Date: Wed, 26 Oct 2016 09:16:15 -0600
From: Alex Williamson <alex.williamson@redhat.com>
To: "Tian, Kevin" <kevin.tian@intel.com>
Cc: Kirti Wankhede <kwankhede@nvidia.com>,
        "pbonzini@redhat.com" <pbonzini@redhat.com>,
        "kraxel@redhat.com" <kraxel@redhat.com>,
        "cjia@nvidia.com" <cjia@nvidia.com>,
        "qemu-devel@nongnu.org" <qemu-devel@nongnu.org>,
        "kvm@vger.kernel.org" <kvm@vger.kernel.org>,
        "Song, Jike" <jike.song@intel.com>,
        "bjsdjshi@linux.vnet.ibm.com" <bjsdjshi@linux.vnet.ibm.com>,
        "linux-kernel@vger.kernel.org" <linux-kernel@vger.kernel.org>
Subject: Re: [PATCH v9 04/12] vfio iommu: Add support for mediated devices
Message-ID: <20161026091615.42f0b385@t450s.home>
In-Reply-To: <AADFC41AFE54684AB9EE6CBC0274A5D18DFE3465@SHSMSX101.ccr.corp.intel.com>
References: <1476739332-4911-1-git-send-email-kwankhede@nvidia.com>
        <1476739332-4911-5-git-send-email-kwankhede@nvidia.com>
        <20161019150231.19e32b84@t450s.home>
        <AADFC41AFE54684AB9EE6CBC0274A5D18DFE3465@SHSMSX101.ccr.corp.intel.com>
MIME-Version: 1.0
Content-Type: text/plain; charset=US-ASCII
Content-Transfer-Encoding: 7bit
Sender: linux-kernel-owner@vger.kernel.org
Content-Length: 3630
Lines: 77

On Wed, 26 Oct 2016 07:53:43 +0000
"Tian, Kevin" <kevin.tian@intel.com> wrote:

> > From: Alex Williamson [mailto:alex.williamson@redhat.com]
> > Sent: Thursday, October 20, 2016 5:03 AM  
> > > @@ -83,6 +92,21 @@ struct vfio_group {
> > >  };
> > >
> > >  /*
> > > + * Guest RAM pinning working set or DMA target
> > > + */
> > > +struct vfio_pfn {
> > > +	struct rb_node		node;
> > > +	unsigned long		vaddr;		/* virtual addr */
> > > +	dma_addr_t		iova;		/* IOVA */
> > > +	unsigned long		pfn;		/* Host pfn */
> > > +	int			prot;
> > > +	atomic_t		ref_count;
> > > +};  
> > 
> > Somehow we're going to need to fit an invalidation callback here too.
> > How would we handle a case where there are multiple mdev devices, from
> > different vendor drivers, that all have the same pfn pinned?  I'm
> > already concerned about the per pfn overhead we're introducing here so
> > clearly we cannot store an invalidation callback per pinned page, per
> > vendor driver.  Perhaps invalidations should be done using a notifier
> > chain per vfio_iommu, the vendor drivers are required to register on
> > that chain (fail pinning with empty notifier list) user unmapping
> > will be broadcast to the notifier chain, the vendor driver will be
> > responsible for deciding if each unmap is relevant to them (potentially
> > it's for a pinning from another driver).
> > 
> > I expect we also need to enforce that vendors perform a synchronous
> > unmap such that after returning from the notifier list call, the
> > vfio_pfn should no longer exist.  If it does we might need to BUG_ON.
> > Also be careful to pay attention to the locking of the notifier vs
> > unpin callbacks to avoid deadlocks.
> >   
> 
> What about just requesting vendor driver to provide a callback in parent 
> device ops?

How does the iommu driver get to the mdev vendor driver callback?  We
can also have pages pinned by multiple vendor drivers, I don't think
we want the additional overhead of a per page list of invalidation
callbacks.
 
> Curious in which scenario the user application (say Qemu here) may 
> unmap memory pages which are still pinned by vendor driver... Is it 
> purely about a corner case which we want to handle elegantly? 
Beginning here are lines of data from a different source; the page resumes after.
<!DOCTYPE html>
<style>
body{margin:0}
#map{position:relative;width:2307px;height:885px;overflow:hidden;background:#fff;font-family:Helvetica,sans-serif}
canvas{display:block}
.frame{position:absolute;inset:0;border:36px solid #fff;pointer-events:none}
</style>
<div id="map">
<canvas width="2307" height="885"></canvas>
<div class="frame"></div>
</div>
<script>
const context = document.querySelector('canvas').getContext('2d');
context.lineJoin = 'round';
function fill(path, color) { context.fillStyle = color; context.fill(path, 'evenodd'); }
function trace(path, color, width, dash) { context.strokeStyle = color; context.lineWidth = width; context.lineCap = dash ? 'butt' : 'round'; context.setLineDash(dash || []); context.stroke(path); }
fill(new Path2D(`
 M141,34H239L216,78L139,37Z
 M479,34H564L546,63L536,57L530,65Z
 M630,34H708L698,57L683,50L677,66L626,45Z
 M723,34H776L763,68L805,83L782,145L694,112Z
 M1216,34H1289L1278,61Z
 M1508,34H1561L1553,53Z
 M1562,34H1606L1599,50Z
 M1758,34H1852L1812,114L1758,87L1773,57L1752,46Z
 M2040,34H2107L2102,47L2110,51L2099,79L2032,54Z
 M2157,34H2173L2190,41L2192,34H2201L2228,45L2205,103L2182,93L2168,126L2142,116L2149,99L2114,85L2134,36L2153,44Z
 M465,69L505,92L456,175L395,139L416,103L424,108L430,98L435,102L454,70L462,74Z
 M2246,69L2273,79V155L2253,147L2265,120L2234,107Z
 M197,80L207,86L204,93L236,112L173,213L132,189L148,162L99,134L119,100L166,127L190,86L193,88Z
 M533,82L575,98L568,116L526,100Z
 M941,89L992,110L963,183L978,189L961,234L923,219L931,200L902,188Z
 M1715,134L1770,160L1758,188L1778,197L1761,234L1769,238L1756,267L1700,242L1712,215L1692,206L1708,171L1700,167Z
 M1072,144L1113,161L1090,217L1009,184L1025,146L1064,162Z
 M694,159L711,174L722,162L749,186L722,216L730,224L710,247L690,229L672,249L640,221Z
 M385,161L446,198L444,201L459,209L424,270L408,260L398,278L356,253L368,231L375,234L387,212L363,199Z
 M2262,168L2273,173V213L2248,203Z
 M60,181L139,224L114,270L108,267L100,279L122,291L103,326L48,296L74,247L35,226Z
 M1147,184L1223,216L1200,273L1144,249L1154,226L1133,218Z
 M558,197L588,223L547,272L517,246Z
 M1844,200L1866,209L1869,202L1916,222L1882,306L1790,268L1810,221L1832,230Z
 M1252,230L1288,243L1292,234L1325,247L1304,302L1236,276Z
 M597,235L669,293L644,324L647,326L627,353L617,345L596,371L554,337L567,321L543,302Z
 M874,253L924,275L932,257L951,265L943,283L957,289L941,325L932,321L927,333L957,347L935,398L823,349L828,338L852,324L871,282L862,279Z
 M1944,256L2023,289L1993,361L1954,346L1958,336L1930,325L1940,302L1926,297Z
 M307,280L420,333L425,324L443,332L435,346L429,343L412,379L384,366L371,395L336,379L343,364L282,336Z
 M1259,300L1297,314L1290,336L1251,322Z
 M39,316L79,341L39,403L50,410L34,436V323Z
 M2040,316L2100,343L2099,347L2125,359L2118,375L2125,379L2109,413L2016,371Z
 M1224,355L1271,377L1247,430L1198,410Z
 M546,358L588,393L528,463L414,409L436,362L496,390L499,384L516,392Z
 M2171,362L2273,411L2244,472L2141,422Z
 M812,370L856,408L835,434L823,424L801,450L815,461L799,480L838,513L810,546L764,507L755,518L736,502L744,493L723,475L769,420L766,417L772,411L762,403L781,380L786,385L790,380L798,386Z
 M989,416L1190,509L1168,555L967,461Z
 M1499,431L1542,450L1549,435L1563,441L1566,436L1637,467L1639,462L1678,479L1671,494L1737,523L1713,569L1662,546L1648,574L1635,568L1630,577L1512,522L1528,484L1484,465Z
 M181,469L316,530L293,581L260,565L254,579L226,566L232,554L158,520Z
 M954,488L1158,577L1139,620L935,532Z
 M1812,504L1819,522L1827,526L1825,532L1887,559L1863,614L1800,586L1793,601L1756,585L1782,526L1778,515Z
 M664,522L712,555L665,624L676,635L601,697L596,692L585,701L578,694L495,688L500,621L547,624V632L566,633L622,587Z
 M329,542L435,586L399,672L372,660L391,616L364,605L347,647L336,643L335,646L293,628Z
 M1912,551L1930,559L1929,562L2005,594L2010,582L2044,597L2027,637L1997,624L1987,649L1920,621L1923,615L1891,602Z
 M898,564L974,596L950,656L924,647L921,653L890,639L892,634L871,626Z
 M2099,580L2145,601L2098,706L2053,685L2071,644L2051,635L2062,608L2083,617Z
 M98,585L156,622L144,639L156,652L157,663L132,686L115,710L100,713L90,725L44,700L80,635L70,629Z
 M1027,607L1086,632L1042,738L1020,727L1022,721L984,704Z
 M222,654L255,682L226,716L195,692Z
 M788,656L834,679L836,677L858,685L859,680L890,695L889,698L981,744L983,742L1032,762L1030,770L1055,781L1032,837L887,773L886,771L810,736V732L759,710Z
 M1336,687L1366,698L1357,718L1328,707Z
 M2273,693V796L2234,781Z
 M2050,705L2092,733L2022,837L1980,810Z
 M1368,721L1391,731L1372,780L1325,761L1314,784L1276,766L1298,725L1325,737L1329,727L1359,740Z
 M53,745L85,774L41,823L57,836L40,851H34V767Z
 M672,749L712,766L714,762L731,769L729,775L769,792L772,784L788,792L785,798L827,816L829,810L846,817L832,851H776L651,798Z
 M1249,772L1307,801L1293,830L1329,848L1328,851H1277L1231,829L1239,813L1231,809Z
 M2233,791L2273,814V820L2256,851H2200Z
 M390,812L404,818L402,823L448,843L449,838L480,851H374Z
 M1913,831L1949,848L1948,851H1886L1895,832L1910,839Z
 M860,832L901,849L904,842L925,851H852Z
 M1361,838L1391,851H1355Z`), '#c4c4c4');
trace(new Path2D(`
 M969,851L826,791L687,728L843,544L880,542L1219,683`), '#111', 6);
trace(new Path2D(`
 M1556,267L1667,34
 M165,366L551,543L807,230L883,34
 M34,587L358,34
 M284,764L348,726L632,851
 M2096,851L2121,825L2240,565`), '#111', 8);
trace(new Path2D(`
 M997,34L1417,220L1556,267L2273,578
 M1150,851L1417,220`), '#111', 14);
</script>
The vfio type1 iommu API provides a MAP and UNMAP interface.  The unmap
call is expected to work regardless of how it might inhibit the device
from working.  This is currently true of iommu protected devices today,
a user can unmap pages which might be DMA targets for the device and
the iommu prevents further access to those pages, possibly at the
expense of device operation.  We cannot support an interface where a
user can unmap a set of pages and map in new pages to replace them when
the vendor driver might be caching stale mappings.

In normal VM operation perhaps this is a corner case, but the API is
not defined only for the normal and expected behavior of a VM.
 
> If yes, possibly a simpler way is to force destroying mdev instead of 
> asking vendor driver to take care of each invalidation request under
> such situation. Since anyway the mdev device won't be in an usable
> state anymore... (sorry if I missed the key problem here.)

That's a pretty harsh response for an operation which is completely
valid from an API perspective.  What if the VM does an unmap of all
memory around reset?  We cannot guarantee that the guest driver will
have a chance to do cleanup, the guest may have crashed or a
system_reset invoked.  Would you have the mdev destroyed in this case?
How could QEMU, which has no device specific driver to know that vendor
pinnings are present, recover from this?  Thanks,

Alex